High-Mobility Group 1/2 Proteins Are Essential for Initiating Rolling-Circle-Type DNA Replication at a Parvovirus Hairpin Origin

Susan F. Cotmore1 and Peter Tattersall1,2,*

Departments of Laboratory Medicine1 and Genetics,2 Yale University School of Medicine, New Haven, Connecticut 06510

Received 24 March 1998/Accepted 30 July 1998

Rolling-circle replication is initiated by a replicon-encoded endonuclease which introduces a single-strand nick into specific origin sequences, becoming covalently attached to the 5' end of the DNA at the nick and providing a 3' hydroxyl to prime unidirectional, leading-strand synthesis. Parvoviruses, such as minute virus of mice (MVM), have adapted this mechanism to amplify their linear single-stranded genomes by using hairpin telomeres which sequentially unfold and refold to shuttle the replication fork back and forth along the genome, creating a continuous, multimeric DNA strand. The viral initiator protein, NS1, then excises individual genomes from this continuum by nicking and reinitiating synthesis at specific origins present within the hairpin sequences. Using in vitro assays to study ATP-dependent initiation within the right-hand (5') MVM hairpin, we have characterized a HeLa cell factor which is absolutely required to allow NS1 to nick this origin. Unlike parvovirus initiation factor (PIF), the cellular complex which activates NS1 endonuclease activity at the left-hand (3') viral origin, the host factor which activates the right-hand hairpin elutes from phosphocellulose in high salt, has a molecular mass of around 25 kDa, and appears to bind preferentially to structured DNA, suggesting that it might be a member of the high-mobility group 1/2 (HMG1/2) protein family. This prediction was confirmed by showing that purified calf thymus HMG1 and recombinant human HMG1 or murine HMG2 could each substitute for the HeLa factor, activating the NS1 endonuclease in an origin-specific nicking reaction.

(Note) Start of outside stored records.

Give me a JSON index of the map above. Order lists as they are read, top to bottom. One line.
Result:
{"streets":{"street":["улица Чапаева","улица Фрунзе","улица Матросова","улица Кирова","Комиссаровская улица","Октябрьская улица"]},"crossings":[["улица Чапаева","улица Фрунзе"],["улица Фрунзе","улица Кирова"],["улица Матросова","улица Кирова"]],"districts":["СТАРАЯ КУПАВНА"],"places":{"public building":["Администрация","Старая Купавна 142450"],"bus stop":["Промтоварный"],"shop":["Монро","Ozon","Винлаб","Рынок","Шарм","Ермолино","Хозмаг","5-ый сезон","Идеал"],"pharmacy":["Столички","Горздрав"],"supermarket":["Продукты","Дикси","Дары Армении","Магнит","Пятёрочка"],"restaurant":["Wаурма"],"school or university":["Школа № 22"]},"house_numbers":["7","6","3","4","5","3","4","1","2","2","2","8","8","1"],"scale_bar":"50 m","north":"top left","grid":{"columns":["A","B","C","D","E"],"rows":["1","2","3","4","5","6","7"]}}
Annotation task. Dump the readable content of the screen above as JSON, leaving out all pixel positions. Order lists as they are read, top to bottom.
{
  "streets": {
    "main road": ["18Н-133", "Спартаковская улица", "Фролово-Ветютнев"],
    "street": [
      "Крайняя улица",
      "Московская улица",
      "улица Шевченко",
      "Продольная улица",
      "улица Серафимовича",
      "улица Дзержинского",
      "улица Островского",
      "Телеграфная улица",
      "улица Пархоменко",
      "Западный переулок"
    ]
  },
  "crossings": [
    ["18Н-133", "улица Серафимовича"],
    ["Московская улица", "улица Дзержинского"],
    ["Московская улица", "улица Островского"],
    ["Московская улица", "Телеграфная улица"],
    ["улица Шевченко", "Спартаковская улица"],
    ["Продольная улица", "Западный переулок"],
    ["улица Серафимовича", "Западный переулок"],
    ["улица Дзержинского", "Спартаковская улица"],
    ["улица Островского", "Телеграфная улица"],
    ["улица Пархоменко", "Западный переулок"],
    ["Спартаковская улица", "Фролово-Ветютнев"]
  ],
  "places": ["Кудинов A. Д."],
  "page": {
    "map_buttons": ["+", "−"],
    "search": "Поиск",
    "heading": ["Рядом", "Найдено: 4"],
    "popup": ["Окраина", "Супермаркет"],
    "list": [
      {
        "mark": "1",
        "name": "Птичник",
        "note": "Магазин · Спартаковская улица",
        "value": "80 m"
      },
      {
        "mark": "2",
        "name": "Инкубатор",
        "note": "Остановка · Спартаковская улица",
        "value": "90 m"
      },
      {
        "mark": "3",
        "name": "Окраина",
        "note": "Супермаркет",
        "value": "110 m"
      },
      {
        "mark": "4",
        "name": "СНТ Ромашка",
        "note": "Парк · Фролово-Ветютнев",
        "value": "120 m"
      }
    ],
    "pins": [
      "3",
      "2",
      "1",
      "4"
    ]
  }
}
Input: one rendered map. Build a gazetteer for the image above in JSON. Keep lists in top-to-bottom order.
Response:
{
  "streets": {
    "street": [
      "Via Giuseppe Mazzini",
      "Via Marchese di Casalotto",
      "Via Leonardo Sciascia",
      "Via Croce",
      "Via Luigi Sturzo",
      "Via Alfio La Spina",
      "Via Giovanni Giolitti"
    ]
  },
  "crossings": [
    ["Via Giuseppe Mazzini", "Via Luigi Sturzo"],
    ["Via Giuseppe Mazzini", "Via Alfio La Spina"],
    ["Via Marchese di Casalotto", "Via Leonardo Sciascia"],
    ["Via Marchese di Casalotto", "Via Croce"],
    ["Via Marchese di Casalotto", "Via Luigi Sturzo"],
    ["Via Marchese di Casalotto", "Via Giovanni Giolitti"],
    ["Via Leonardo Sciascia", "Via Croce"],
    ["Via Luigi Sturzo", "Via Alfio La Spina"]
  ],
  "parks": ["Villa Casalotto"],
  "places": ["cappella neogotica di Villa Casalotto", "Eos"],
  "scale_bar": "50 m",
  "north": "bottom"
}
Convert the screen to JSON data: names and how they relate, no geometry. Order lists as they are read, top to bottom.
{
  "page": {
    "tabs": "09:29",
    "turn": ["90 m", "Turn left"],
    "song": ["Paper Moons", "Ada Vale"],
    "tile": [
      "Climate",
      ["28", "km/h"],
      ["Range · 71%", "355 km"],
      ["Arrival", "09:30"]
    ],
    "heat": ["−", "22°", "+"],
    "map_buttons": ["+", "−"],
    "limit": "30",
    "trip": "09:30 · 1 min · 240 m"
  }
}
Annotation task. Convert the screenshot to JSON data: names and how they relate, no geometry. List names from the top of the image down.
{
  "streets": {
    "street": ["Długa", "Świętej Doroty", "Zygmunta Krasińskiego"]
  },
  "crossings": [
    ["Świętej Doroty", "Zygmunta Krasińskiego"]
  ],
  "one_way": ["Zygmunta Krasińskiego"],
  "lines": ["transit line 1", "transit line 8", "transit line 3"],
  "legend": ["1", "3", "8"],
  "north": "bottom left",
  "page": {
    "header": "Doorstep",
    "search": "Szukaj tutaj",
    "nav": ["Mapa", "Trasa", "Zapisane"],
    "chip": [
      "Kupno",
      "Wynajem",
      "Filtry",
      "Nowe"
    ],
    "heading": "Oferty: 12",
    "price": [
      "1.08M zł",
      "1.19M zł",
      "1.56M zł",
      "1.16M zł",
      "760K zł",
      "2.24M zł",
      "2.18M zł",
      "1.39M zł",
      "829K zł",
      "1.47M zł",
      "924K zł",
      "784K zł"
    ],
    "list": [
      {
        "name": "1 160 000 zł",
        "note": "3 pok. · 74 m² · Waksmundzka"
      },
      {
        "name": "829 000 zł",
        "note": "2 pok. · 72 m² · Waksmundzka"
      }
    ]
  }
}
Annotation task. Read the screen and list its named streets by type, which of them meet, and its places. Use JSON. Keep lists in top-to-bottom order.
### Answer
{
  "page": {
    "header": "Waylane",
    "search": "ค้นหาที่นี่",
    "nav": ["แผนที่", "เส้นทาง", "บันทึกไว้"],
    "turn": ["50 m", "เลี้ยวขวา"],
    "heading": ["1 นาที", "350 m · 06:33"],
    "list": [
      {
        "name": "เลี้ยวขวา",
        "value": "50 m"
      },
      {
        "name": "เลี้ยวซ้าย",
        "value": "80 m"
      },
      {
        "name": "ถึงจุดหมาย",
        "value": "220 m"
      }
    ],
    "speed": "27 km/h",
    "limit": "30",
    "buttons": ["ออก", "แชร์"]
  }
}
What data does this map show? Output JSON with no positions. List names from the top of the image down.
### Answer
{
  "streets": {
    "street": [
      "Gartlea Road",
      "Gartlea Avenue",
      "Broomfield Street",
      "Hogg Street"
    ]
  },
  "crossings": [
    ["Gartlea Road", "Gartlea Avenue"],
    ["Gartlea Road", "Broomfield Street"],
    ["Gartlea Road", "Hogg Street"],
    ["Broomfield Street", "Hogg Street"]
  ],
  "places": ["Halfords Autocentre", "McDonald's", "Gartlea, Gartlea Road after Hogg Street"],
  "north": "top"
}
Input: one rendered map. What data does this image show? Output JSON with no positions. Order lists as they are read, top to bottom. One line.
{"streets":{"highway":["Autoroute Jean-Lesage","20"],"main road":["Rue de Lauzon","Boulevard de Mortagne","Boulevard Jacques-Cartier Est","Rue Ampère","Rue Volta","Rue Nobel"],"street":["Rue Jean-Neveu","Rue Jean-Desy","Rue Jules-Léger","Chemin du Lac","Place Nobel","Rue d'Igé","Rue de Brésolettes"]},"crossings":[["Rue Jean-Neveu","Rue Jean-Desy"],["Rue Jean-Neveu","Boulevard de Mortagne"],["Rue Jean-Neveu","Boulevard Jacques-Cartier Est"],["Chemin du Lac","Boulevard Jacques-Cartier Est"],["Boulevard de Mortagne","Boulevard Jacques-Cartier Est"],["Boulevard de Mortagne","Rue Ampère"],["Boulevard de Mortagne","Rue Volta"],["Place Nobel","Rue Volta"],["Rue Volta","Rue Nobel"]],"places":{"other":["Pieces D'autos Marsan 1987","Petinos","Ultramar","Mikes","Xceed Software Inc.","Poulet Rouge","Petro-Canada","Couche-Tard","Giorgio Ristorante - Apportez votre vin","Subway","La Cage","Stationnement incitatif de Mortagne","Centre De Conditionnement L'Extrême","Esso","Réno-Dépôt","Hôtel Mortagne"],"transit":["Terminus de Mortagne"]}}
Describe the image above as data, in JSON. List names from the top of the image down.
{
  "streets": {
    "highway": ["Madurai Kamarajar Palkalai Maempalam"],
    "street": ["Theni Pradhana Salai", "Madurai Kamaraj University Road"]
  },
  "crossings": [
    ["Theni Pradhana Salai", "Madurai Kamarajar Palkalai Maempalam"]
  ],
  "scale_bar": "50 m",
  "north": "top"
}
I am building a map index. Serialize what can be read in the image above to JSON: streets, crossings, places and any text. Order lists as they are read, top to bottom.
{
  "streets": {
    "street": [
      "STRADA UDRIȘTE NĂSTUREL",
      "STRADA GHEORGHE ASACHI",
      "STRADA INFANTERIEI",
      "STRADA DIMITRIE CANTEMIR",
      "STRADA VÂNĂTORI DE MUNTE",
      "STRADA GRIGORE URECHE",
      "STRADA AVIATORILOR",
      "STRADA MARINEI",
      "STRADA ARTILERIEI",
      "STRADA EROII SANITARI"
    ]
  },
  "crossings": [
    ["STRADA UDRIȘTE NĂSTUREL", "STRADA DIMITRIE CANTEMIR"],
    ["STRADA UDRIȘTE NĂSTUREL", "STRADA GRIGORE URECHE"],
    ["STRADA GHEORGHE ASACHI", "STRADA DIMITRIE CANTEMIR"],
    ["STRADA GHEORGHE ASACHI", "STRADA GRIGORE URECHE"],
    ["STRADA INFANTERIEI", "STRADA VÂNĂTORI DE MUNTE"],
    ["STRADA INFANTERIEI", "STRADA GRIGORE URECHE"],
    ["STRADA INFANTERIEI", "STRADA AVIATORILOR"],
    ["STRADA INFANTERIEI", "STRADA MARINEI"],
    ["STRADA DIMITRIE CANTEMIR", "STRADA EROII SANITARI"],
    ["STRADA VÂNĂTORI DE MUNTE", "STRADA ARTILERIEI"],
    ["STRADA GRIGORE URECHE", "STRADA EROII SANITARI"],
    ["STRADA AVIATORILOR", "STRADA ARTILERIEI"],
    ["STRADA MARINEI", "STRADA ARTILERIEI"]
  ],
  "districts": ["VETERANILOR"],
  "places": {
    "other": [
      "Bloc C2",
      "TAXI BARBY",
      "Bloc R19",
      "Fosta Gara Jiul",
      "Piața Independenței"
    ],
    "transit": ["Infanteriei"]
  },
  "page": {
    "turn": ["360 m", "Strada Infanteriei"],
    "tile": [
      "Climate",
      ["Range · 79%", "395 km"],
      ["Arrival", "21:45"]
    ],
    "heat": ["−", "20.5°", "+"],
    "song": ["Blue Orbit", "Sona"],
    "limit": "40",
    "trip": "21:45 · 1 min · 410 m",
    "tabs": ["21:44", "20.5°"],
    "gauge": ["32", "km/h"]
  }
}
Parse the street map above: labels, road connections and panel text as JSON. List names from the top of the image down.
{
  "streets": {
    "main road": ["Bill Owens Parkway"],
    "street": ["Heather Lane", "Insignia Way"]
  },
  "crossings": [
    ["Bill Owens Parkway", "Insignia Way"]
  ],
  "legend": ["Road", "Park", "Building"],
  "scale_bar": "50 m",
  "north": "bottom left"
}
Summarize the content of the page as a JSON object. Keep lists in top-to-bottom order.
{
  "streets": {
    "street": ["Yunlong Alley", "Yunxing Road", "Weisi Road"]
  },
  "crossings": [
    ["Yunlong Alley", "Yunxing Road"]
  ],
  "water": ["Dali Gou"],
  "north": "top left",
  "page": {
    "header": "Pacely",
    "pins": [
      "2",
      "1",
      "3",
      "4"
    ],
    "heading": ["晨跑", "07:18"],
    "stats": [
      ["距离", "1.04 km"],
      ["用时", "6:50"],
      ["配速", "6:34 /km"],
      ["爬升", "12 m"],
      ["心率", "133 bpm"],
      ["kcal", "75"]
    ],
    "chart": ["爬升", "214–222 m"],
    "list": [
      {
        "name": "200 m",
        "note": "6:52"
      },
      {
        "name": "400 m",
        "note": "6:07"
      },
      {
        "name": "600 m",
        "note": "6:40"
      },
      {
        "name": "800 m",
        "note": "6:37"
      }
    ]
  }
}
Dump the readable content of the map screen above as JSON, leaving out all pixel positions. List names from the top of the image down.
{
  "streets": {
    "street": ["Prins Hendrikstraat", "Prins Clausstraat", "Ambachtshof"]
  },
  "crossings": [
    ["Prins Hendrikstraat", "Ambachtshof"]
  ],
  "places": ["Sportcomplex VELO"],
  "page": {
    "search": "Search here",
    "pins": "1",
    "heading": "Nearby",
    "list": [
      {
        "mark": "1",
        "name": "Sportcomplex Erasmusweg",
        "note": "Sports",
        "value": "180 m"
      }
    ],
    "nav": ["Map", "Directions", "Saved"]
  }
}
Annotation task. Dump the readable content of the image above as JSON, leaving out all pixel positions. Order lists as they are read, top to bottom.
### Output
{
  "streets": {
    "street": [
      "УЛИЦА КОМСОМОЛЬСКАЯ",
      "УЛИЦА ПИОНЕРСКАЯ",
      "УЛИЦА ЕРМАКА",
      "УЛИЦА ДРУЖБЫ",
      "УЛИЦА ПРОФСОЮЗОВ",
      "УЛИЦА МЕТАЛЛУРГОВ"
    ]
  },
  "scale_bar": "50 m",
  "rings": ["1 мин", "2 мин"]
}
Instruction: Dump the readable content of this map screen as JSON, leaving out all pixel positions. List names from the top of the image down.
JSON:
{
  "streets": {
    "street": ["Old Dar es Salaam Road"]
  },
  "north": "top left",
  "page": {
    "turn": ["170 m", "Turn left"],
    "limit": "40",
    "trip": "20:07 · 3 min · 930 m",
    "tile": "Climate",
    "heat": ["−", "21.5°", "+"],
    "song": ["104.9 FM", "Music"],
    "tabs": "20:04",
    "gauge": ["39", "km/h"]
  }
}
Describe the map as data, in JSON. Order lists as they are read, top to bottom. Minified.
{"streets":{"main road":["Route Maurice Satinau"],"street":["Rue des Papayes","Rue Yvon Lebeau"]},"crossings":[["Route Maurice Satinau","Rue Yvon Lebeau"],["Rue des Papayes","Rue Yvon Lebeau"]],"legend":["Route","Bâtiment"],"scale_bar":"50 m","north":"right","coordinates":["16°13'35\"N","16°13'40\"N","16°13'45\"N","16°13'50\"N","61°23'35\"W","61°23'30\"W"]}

* Corresponding author. Mailing address: Department of Laboratory Medicine, Yale University School of Medicine, 333 Cedar St., New Haven, CT 06510. Phone: (203) 785-4586. Fax: (203) 688-7340. E-mail: Peter_Tattersall{at}QM.Yale.edu.


Journal of Virology, November 1998, p. 8477-8484, Vol. 72, No. 11
0022-538X/98/$04.00+0
Copyright © 1998, American Society for Microbiology. All rights reserved.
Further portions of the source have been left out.